Learn about Postman, a valuable tool for testing requests and proxies when building scalable web scrapers.
Postman is a powerful collaboration platform for API development and testing. For scraping use-cases, it's mainly used to test requests and proxies (such as checking the response body of a raw request, without loading any additional resources such as JavaScript or CSS). This tool can do much more than that, but we will not be discussing all of its capabilities here. Postman allows us to test requests with cookies, headers, and payloads so that we can be entirely sure what the response looks like for a request URL we plan to eventually use in a scraper.
The desktop app can be downloaded from its official download page, or the web app can be used with a signup - no download required. If this is your first time working with a tool like Postman, we recommend checking out their Getting Started guide.
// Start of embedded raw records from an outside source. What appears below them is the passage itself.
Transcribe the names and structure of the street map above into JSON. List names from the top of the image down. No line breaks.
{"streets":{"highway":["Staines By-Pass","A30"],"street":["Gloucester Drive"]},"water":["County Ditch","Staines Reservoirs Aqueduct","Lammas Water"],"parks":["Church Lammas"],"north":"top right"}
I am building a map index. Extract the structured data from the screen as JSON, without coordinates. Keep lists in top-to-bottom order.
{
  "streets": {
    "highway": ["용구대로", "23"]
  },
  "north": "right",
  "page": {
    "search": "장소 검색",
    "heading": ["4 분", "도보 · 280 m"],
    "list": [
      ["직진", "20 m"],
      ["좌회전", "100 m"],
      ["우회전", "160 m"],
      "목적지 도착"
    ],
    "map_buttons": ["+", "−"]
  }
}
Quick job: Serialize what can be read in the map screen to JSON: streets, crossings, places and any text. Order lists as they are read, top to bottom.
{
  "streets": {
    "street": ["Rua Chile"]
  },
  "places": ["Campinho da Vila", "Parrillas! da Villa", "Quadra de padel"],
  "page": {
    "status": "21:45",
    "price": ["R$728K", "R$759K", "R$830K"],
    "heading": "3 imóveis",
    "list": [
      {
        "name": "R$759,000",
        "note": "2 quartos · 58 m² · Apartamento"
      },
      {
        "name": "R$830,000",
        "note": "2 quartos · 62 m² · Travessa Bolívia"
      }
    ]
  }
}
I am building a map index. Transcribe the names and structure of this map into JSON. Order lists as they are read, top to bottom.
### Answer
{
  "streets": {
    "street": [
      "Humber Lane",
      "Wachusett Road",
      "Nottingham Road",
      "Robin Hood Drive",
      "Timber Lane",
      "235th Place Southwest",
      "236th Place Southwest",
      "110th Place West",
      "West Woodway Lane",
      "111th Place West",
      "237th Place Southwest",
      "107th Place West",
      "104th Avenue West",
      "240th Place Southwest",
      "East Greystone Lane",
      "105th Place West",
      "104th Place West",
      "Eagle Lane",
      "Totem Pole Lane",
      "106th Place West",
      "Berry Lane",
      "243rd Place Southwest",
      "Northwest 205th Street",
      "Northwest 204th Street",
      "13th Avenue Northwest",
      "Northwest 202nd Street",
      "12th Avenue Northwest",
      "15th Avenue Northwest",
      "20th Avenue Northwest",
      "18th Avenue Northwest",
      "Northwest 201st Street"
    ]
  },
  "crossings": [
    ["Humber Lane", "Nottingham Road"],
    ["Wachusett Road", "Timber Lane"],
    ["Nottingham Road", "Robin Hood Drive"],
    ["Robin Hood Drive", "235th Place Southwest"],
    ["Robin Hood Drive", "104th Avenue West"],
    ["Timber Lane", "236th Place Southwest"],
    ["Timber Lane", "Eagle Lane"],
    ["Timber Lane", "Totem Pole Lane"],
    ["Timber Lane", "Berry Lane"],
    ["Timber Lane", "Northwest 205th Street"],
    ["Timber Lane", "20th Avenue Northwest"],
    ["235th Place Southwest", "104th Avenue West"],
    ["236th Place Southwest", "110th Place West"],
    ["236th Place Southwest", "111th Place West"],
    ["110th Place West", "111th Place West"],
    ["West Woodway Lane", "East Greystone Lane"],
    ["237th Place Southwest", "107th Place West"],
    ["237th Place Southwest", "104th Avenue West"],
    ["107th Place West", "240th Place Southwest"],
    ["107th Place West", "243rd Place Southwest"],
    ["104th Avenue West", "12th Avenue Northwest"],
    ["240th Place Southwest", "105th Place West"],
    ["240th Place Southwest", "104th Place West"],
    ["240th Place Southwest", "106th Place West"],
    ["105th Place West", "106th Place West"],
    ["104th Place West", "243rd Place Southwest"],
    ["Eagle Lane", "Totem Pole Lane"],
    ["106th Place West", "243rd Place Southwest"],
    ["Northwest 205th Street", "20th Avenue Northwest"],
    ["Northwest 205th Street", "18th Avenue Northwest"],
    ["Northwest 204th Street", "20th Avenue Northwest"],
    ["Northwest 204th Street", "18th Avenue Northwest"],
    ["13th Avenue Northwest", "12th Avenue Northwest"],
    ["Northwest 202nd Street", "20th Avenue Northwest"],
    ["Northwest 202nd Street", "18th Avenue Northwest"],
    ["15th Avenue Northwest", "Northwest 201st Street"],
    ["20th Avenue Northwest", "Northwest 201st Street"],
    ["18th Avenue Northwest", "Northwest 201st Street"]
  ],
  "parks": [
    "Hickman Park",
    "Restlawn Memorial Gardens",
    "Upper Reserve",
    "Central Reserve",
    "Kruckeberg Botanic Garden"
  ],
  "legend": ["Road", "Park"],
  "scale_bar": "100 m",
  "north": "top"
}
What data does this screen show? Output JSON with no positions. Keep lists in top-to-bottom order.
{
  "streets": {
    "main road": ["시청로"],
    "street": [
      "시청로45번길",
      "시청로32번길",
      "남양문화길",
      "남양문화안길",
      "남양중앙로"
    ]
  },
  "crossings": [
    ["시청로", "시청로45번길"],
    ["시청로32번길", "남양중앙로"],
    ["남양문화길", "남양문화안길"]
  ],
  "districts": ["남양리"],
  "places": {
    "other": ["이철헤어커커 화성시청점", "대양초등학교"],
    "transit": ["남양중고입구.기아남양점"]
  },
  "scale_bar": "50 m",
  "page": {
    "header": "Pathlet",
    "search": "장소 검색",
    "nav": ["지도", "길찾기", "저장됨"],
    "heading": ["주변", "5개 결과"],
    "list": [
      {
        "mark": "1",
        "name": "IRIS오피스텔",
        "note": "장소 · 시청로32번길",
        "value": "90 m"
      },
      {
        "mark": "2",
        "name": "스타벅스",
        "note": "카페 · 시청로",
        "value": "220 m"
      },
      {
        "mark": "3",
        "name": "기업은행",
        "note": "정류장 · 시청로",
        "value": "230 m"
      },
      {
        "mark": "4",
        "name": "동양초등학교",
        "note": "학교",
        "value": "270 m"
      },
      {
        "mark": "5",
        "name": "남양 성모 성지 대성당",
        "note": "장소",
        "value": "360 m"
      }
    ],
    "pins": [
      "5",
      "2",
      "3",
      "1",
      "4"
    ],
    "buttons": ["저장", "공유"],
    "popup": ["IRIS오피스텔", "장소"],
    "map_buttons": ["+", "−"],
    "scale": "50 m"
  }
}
Understanding the interface
Following four sections are essential to get familiar with Postman:
Tabs
Multiple test endpoints/requests can be opened at one time, each of which will be held within its own tab.
Address bar
The section in which you select the type of request to send, the URL of the request, and of course, send the request with the Send Request button.
Request options
This is a very useful section where you can view and edit structured query parameters, as well as specify any authorization parameters, headers, or payloads.
Response
After sending a request, the response's body will be found here, along with its cookies and headers. The response body can be viewed in various formats - Pretty-Print, Raw, or Preview.
Using and testing proxies
In order to use a proxy, the proxy's server and configuration must be provided in the Proxy tab in Postman settings.
After configuring a proxy, the next request sent will attempt to use it. To switch off the proxy, its details don't need to be deleted. The Add a custom proxy configuration option in settings needs to be un-ticked to disable it.
Managing the cookies cache
Postman keeps a cache of the cookies from all previous responses of a certain domain, which can be a blessing, but also a curse. Sometimes, you might notice that a request is going through just fine with Postman, but that your scraper is being blocked.
More often than not in these cases, the reason is because the endpoint being reached requires a valid cookie
header to be present when sending the request, and because of Postman's cache, it is sending a valid cookie within each request's headers, while your scraper is not. Another reason this may happen is because you are sending Postman requests without a proxy (using your local IP address), while your scraper is using a proxy that could potentially be getting blocked.
In order to check whether there are any cookies associated with a certain request are cached in Postman, click on the Cookies button in any opened request tab:
Clicking on this button opens a MANAGE COOKIES window, where a list of all cached cookies per domain can be seen. If we had been previously sending multiple requests to https://github.com/apify, within this window we would be able to find cached cookies associated with github.com. Cookies can also be edited (to update some specific values), or deleted (to send a "clean" request without any cached data) here.